Posted by: |
Tony |
On: |
2/14/2013 |
ID: |
613 |
At OLA on 12/1/58? |
Born before or after 12/1/58? |
Where Lived on 12/1/58? |
No |
Before |
Detroit, Michigan |
In December of 1958, I was a third grade student at a Catholic elementary school in Detroit. Our school, built in 1954, did not have modern fireproof construction ("Modern" meaning 2013), but it was brick, firebrick and steel construction, interior too. There were also "pull" type fire alarms all over the building, and fire extinguishers all over the place, at adult chest level. It did not have a sprinkler system, and the steel and brick stairwells did not have fireproof doors - perhaps the most critical fire safety concern. But it was fully up to code when built in the Detroit of 1954. After thoroughly reading this site, I do now remember the principal coming to every room to talk to us the next day about all those children who died in a Catholic school fire in Chicago, and having us pray for them. I had a lay teacher that year, but had our homeroom teacher been a nun, I am sure we would have been told about it much more, and more often (our lay teacher tried at all cost to avoid upsetting the children). By third grade, I was also an avid daily reader of the Detroit News, and I do also remember reading about the fire there, but "Chicago" was far away to an eight-year-old in Detroit, and with the other major events that happened in our own city that fall, such as the crash of a British jet bomber on the East Side of Detroit in late October, and the death of Francis Cardinal Mooney at the same time (a beloved Detroit icon), the OLA fire was quickly forgotten.
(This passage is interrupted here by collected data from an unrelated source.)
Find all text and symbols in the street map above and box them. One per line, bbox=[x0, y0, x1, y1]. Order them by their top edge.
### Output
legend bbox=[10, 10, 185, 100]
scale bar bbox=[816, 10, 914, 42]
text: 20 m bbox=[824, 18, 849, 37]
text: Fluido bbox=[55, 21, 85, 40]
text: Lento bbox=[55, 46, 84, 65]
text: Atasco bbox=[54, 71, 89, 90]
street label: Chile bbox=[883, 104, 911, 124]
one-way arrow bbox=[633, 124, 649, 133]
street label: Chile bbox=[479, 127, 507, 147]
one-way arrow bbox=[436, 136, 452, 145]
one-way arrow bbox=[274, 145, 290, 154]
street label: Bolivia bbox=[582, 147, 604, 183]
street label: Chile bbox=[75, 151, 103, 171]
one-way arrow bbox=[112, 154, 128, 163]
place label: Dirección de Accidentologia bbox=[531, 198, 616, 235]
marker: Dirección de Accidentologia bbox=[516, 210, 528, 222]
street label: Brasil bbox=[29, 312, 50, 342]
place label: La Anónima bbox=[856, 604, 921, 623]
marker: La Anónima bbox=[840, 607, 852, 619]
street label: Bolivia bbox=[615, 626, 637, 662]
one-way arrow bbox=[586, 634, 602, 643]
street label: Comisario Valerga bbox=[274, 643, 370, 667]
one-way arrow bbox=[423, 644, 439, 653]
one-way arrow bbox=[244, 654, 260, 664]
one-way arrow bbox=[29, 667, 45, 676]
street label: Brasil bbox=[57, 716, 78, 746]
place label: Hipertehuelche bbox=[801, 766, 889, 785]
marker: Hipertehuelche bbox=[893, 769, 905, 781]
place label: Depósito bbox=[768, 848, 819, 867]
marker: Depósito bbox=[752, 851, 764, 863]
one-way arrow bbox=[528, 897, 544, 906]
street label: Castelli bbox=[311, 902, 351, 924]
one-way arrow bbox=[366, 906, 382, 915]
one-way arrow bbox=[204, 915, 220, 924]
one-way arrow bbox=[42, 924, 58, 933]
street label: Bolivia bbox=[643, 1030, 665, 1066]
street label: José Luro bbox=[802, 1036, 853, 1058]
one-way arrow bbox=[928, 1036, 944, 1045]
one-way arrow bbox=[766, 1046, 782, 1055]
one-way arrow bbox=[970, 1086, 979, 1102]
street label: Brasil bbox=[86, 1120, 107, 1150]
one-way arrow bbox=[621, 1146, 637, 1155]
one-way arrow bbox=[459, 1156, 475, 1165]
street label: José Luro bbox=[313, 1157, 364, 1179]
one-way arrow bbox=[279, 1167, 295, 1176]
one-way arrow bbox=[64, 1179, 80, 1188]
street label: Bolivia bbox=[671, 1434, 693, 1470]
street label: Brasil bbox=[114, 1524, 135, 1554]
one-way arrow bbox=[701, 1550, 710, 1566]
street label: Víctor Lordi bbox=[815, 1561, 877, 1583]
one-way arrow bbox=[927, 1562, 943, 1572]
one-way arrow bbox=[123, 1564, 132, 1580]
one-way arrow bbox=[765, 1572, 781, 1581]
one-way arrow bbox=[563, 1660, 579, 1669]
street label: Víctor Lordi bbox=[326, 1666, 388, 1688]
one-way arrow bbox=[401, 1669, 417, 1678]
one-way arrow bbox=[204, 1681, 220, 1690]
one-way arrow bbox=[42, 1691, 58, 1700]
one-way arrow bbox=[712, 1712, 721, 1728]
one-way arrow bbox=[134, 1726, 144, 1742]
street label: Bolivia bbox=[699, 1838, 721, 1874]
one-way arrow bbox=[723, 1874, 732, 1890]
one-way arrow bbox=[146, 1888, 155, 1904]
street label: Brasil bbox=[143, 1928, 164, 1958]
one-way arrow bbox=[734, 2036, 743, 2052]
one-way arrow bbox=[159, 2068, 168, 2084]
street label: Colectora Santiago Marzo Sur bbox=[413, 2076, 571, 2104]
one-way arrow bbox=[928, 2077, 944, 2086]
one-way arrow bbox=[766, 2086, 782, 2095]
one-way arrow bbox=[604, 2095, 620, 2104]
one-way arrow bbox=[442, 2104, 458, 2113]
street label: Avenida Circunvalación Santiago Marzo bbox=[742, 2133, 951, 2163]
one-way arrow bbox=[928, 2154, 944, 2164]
I am actually grateful to this site for reminding me of a horrible tragedy that never should have happened in the first place. Eternal rest to those 92 innocent children and the three nuns. The most lasting and haunting memory I will carry away from this superbly well done site? The faces of those 95 kids (I was a career elementary teacher, so I feel the pain more than most would), and the conviction that a cruel, sadistic genius could not have designed a more perfect firetrap than OLA was on December 1, 1958.